Introduction



Campaign finance data is considered one of the major six categories of data that make up the Voter's Self Defense System. However we do not collect any campaign finance data ourselves. Instead, we currently rely on two other organizations for this data: The Center for Responsive Politics for federal candidates, and The National Institute for State Money in Politics, for state, and select local candidates.

Federal Campaign Finance Data

The data for federal officials and candidates comes from OpenSecrets, commonly referred to as CRP. CRP's data is displayed for any current member of the US House and Senate, as well as the President and Vice President. In election years, this data will also display for any candidate running for the offices listed above. We list campaign finance data on a dedicated section of a candidate's profile on our website. See Senator Dick Durbin as an example. We also display some limited campaign finance data on VoteEasy.

For Congressional candidate's finance page, depending on the availability of the data, will be contained in four main groups: "Summary", "Top Contributors", "Top Industries", and "Top Sectors". Summary data is the overview of what a candidate has raised and spent within a particular cycle. Each of these groups is populated through an API call to return results for each group (These calls are 'candSummary', 'candContrib', 'candIndustry', and 'candSector' respectively). Contributors displays the top individuals/groups giving to a candidate. Note that only candidate committees are included in the data we pull from CRP, not necessarily individual contributors (so our contributors display may differ from that on CRP's site). Industry and Sector data are coded by researchers at our partners. Industry data covers the business affiliations of contributors, while Sector data is more detailed and varied.

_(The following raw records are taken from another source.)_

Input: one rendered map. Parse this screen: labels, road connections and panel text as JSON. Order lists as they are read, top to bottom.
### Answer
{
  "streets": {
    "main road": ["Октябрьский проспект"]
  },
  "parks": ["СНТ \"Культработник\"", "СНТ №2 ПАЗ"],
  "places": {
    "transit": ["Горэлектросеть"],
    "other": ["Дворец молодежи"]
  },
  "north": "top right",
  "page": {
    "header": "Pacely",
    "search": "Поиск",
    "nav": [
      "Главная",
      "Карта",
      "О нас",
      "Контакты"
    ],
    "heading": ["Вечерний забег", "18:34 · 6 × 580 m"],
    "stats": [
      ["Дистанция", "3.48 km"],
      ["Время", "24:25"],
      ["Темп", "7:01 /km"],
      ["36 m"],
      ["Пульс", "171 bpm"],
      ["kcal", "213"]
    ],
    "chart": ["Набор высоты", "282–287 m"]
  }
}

For Presidental candidate's finance pages, while the display on our website is seemingly identical with the four groups specified above, the process of collecting this information differs from Congressional Candidates. For Presidential Candidates, the API methods are uniquely different, apart from the 'candSummary' ('prescandContrib' for Contribution data, 'prescandIndustry' for Industry data, and 'prescandSector' for Sector data). For every Presidential Cycle, CRP must go through a process of building out their candidate profiles for Presidential candidates, as well as updating their API calls which allows us to collect and display this data. Since Presidential candidates have unique calls, we cannot display any Presidential data until CRP have updated their API calls to pull data for the current election cycle (the election cycle is detailed by the year)

For the 2020 Presidential Election cycle, based on information given by our contacts at CRP (see CRP contacts) initial data is to be downloaded in March, with the building out of candidate profiles taking place in late April/May, including updates to their API (as detailed above) - at which point we will have access to Campaign Finance data for 2020 Presidential Candidates through the first quarter of 2019 (March 31st).

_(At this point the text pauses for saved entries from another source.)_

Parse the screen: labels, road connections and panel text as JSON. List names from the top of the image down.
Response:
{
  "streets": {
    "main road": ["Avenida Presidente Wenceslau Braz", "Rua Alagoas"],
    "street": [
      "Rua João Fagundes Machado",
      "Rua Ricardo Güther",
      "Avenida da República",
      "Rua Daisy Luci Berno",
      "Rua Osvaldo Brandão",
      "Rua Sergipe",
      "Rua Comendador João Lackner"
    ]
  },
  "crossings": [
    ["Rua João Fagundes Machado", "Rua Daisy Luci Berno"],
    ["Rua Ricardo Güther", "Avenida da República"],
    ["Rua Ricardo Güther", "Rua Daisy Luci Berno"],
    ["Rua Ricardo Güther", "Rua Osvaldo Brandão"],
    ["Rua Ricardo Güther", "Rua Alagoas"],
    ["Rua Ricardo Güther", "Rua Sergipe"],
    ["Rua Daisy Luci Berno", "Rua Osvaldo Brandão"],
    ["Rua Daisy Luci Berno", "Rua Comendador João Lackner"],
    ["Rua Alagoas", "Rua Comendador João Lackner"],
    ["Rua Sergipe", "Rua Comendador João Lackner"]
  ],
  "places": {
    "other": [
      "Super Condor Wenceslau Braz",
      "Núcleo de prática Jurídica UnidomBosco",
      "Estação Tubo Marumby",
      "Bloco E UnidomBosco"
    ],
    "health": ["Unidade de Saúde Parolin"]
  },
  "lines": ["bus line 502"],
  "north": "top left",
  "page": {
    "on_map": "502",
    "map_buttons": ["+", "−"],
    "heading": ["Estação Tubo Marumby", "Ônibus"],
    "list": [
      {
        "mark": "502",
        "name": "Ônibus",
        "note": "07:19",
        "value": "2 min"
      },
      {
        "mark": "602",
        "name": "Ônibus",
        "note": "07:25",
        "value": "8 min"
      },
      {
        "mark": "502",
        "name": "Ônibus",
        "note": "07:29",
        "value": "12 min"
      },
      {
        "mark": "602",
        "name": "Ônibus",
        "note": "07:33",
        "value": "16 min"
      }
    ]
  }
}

Through the use of the CRP API, we have access to the most up to date information included in their database. Each candidate and official has both a unique Project Vote Smart candidate ID and CRP candidate ID. By matching these two IDs for any given candidate, we are able to access this data directly from CRP's database to display on our website. The process of updating campaign finance data and matching IDs is something typically handled by Elections Research department. This involves signing up for a bulk data account to be able to download a full list of CRP candidate_ids that we use to match with our candidate_ids. Generally, this data can be downloaded directly from the API Documentation and Reference section from their website. Their candidate list should be updated quarterly. Occasionally, we have to contact CRP for their most up to date list of candidates and IDs. This can be done by contacting the IT director at CRP and asking for an updated listing of candidate IDs.

It is worth noting that we have an ongoing relationship with CRP and their staff.

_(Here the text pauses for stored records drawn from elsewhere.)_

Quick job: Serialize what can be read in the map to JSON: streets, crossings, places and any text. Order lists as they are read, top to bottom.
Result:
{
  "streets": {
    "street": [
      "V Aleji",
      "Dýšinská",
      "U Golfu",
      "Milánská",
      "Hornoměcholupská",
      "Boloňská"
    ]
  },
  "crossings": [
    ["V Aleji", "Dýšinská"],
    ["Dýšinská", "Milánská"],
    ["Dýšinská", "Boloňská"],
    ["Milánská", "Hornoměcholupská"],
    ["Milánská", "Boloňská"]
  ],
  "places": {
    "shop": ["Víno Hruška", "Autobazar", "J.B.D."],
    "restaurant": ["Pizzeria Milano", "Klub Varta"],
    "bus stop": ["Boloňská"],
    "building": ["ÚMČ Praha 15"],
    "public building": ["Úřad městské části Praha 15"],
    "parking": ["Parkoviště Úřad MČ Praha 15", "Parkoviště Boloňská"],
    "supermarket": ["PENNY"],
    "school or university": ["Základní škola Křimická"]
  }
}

State and Local Campaign Finance Data

Our state level campaign finance data comes from the National Institute on Money in State Politics, or "NIMSP" for short. The institute essentially replicates what CRP does for all 50 states, compiling campaign finance data for candidates and officials running for governor, elected statewide offices (attorney general, treasurer, secretary of state, etc.), state house/assembly, state senate, the highest state court, and the state appellate court. As of 2015, NIMSP has begun select local coverage. This information is displayed on our website for state officials in the same manner it is for federal officials. However, Local campaign finance is not currently displaying on votesmart.org (Mantis #7293) even though we have ID matches for local candidates.

Again, through the use of the Institute's API, we have access to the most up to date information included in their database. By matching the institute's candidate IDs with the Vote Smart candidate ID's, the data displays directly on our website. This process is done in a similar way through running the script to create candidate ID matches. These updates should also be done quarterly in conjunction with the CRP update.

Alternatively, you can view this URL - https://www.followthemoney.org/show-me?y=2020&f-core=1#[%7B1%7Cgro=c-t-id - for the most recent listing of candidates so that we can access that data whenever we want. It will have to be updated as election cycles progress, which makes an API pull using R preferable in one respect (see below).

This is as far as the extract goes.